Generations of families in the Hill Country have known the dangers. A 1987 flood forced the evacuation of a youth camp in the town of Comfort and swamped buses and vans. Ten teenagers were killed.
Local leaders have talked for years about the need for a warning system. Kerr County sought a nearly $1 million grant eight years ago for such a system, but the request was turned down by the Federal Emergency Management Agency. Local resident balked at footing the bill themselves, Kelly said.
Some camps were aware of the dangers Friday and monitored the weather. At least one moved several hundred campers to higher ground before the floods. But many were caught by surprise.
The bodies of 30 children were among those that have been recovered in Kerr County, home to Camp Mystic and several other summer camps near the river, Sheriff Larry Leitha said.

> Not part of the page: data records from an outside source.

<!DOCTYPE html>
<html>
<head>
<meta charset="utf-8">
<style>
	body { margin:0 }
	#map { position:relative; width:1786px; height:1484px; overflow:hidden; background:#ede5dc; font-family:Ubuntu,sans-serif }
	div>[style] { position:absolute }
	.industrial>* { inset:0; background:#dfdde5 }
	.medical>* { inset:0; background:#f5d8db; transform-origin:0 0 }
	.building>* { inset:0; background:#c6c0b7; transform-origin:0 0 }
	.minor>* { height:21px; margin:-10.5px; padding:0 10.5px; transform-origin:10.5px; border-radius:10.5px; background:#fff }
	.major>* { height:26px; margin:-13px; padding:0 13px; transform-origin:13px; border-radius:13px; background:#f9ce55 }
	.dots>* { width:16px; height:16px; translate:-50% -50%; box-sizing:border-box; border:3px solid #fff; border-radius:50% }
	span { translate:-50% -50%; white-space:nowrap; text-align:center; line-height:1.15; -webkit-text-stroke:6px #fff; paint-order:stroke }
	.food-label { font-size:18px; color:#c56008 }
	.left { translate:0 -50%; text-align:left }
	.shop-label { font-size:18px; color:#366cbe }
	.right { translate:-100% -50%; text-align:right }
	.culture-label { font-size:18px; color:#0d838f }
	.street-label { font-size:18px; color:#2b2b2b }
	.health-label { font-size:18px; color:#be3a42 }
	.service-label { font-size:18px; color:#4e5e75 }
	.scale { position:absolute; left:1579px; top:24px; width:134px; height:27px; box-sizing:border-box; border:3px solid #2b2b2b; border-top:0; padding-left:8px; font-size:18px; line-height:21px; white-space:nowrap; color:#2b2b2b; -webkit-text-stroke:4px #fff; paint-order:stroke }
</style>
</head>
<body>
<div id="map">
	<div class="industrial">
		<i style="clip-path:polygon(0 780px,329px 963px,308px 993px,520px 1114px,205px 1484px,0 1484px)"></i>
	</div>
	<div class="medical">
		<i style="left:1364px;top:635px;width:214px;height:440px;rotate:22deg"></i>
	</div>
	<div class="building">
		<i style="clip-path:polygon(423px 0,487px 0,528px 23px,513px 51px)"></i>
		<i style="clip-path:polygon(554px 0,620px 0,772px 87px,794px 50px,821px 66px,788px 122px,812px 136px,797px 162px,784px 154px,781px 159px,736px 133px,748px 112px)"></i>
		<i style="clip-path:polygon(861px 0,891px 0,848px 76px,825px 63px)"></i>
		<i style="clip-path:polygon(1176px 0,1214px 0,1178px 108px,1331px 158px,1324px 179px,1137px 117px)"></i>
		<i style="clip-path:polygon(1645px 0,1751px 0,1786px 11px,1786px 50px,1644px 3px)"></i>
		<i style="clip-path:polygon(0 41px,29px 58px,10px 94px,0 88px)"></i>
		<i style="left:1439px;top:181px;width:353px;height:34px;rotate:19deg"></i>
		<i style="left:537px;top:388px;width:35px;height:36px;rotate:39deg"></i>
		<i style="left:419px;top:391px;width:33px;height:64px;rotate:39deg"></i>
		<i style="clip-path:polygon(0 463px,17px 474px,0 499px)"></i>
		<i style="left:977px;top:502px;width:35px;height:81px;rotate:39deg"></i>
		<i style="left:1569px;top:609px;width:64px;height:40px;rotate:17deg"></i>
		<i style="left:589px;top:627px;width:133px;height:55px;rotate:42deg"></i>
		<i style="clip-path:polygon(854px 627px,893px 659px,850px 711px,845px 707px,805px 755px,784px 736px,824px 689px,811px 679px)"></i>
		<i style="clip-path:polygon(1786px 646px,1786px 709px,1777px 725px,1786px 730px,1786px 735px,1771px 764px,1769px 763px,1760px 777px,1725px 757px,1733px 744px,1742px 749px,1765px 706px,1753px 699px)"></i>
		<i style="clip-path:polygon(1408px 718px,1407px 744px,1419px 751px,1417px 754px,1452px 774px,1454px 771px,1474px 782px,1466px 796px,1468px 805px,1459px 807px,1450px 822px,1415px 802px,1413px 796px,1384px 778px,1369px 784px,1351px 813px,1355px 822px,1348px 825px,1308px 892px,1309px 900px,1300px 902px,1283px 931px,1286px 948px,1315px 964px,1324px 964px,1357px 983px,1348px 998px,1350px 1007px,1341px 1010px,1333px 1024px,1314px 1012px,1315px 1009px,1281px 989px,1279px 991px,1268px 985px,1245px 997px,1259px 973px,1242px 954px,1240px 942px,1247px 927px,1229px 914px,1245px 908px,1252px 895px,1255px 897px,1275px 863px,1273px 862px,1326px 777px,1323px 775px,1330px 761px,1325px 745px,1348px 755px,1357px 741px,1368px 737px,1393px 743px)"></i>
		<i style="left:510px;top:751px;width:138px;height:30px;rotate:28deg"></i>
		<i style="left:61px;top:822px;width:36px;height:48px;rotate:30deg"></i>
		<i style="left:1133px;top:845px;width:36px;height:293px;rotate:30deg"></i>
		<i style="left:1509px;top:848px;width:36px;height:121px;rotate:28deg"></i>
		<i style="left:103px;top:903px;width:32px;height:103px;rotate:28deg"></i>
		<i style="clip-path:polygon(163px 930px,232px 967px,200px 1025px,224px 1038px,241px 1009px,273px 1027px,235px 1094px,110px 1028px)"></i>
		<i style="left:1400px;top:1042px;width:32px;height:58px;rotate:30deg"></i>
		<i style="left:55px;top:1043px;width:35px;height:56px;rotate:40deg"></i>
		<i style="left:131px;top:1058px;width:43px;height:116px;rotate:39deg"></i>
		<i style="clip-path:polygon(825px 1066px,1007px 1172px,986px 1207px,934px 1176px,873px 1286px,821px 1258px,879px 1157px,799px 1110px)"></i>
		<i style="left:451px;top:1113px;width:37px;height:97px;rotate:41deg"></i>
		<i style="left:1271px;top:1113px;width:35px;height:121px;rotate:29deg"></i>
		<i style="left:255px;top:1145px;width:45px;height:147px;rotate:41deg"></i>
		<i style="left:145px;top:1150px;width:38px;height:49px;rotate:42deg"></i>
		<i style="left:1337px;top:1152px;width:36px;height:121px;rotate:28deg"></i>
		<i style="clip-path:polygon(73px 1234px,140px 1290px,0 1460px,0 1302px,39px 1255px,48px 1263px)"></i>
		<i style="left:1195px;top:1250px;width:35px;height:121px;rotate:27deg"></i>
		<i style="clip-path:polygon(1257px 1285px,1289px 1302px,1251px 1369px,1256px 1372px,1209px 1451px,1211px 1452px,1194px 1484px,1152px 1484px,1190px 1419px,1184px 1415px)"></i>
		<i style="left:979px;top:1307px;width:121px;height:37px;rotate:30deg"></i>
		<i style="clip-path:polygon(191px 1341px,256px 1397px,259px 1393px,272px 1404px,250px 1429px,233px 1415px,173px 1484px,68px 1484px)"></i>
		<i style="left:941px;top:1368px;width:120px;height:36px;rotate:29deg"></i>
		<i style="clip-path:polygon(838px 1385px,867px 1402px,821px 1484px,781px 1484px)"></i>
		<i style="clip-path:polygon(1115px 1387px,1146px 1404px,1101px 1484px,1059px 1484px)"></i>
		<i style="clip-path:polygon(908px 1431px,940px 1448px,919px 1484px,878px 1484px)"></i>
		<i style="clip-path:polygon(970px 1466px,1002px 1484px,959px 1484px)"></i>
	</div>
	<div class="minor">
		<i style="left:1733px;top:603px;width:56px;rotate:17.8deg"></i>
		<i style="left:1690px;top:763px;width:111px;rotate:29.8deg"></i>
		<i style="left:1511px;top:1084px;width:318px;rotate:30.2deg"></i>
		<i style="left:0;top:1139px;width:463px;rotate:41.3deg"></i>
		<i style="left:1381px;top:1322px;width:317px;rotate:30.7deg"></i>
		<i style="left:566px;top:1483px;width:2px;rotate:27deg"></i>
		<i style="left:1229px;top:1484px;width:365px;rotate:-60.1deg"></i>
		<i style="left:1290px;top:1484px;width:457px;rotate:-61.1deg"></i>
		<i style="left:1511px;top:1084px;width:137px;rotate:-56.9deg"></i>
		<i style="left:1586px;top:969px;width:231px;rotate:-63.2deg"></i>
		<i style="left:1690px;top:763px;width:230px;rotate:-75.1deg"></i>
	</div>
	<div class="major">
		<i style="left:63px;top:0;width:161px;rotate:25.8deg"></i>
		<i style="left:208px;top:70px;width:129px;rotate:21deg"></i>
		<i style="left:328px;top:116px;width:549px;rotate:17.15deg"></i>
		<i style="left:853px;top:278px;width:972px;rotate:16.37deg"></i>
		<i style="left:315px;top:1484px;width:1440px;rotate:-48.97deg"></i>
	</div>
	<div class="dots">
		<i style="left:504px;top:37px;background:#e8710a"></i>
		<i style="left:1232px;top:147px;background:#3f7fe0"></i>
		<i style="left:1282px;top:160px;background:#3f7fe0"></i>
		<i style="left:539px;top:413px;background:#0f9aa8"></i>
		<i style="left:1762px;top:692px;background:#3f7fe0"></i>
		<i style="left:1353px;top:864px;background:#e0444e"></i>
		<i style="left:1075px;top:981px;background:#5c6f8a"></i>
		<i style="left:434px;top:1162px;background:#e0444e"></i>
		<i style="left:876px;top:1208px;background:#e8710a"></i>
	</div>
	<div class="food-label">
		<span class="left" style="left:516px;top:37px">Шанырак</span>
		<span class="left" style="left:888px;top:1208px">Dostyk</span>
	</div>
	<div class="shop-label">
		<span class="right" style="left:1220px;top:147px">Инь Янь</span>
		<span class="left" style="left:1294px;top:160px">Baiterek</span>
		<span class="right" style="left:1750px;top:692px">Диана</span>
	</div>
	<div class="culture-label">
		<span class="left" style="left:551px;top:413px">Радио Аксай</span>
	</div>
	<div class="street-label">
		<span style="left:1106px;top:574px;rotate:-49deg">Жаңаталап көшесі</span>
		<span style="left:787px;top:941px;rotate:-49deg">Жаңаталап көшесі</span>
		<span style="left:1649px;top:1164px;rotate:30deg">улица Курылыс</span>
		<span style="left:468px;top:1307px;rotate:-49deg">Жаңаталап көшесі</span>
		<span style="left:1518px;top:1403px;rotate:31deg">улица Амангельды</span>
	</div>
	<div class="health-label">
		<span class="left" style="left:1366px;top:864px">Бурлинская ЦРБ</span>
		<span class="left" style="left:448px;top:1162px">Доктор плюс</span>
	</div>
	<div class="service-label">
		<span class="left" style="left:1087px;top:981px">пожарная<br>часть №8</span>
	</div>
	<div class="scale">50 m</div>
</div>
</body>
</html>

Nineteen deaths were reported in Travis, Burnet, Kendall, Tom Green and Williamson counties, local officials said.
Among those confirmed dead were 8-year-old sisters from Dallas who were at Camp Mystic, a 19-year-old counselor who loved mentoring young girls and the camp's director. Also killed were a former soccer coach and his wife who were staying at a riverfront home. Their daughters were still missing.
Elizabeth Lester, a mother of children who were at Camp Mystic and nearby Camp La Junta during the flood, said her young son had to swim out a cabin window to escape. Her daughter fled up the hillside as floodwaters whipped against her legs. Both survived.
Search-and-rescue teams used heavy equipment to untangle trees and move large rocks as part of the massive search for missing people. Hundreds of volunteers have shown up to help with one of the largest rescue operations in Texas history.
Piles of twisted trees sprinkled with mattresses, refrigerators and coolers littered the riverbanks.